── Information shown

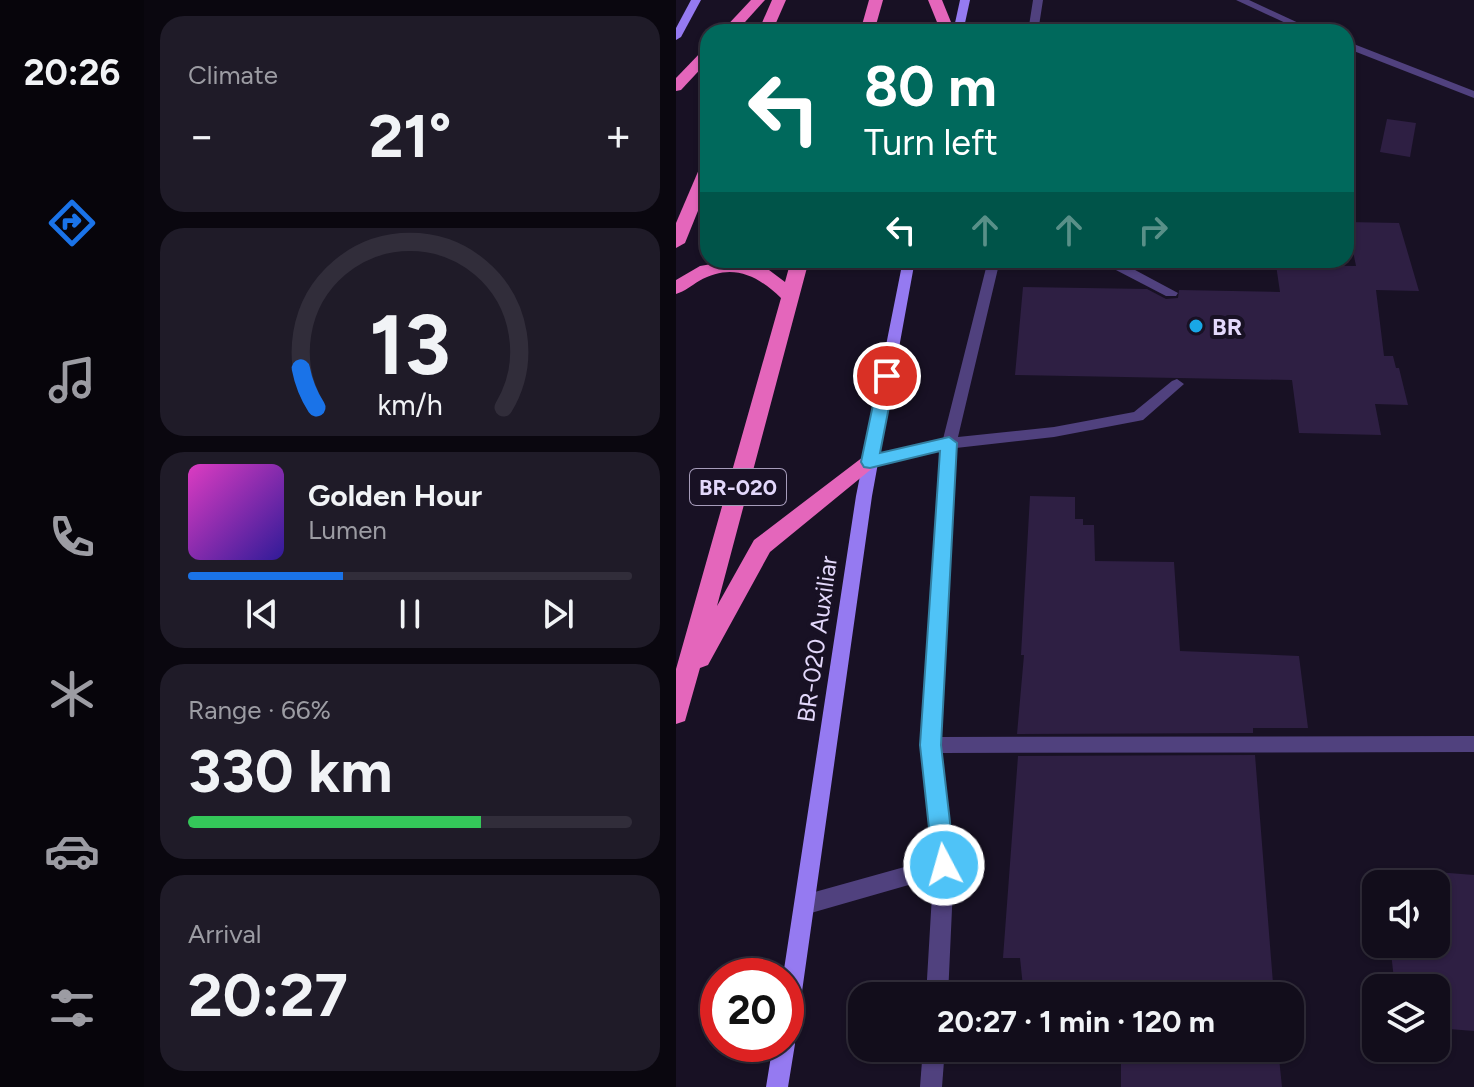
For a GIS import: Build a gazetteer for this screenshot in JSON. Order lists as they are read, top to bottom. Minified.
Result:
{"streets":{"highway":["BR-020"],"main road":["BR-020 Auxiliar"]},"places":["BR"],"page":{"tabs":"20:26","tile":["Climate",["Range · 66%","330 km"],["Arrival","20:27"]],"turn":["80 m","Turn left"],"heat":["−","21°","+"],"song":["Golden Hour","Lumen"],"limit":"20","trip":"20:27 · 1 min · 120 m","gauge":["13","km/h"]}}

────

Exercise:
Word for word, restate the material above; do not carry over the pictures.

Answer for this exercise:
For a GIS import: Build a gazetteer for this screenshot in JSON. Order lists as they are read, top to bottom. Minified.
Result:
{"streets":{"highway":["BR-020"],"main road":["BR-020 Auxiliar"]},"places":["BR"],"page":{"tabs":"20:26","tile":["Climate",["Range · 66%","330 km"],["Arrival","20:27"]],"turn":["80 m","Turn left"],"heat":["−","21°","+"],"song":["Golden Hour","Lumen"],"limit":"20","trip":"20:27 · 1 min · 120 m","gauge":["13","km/h"]}}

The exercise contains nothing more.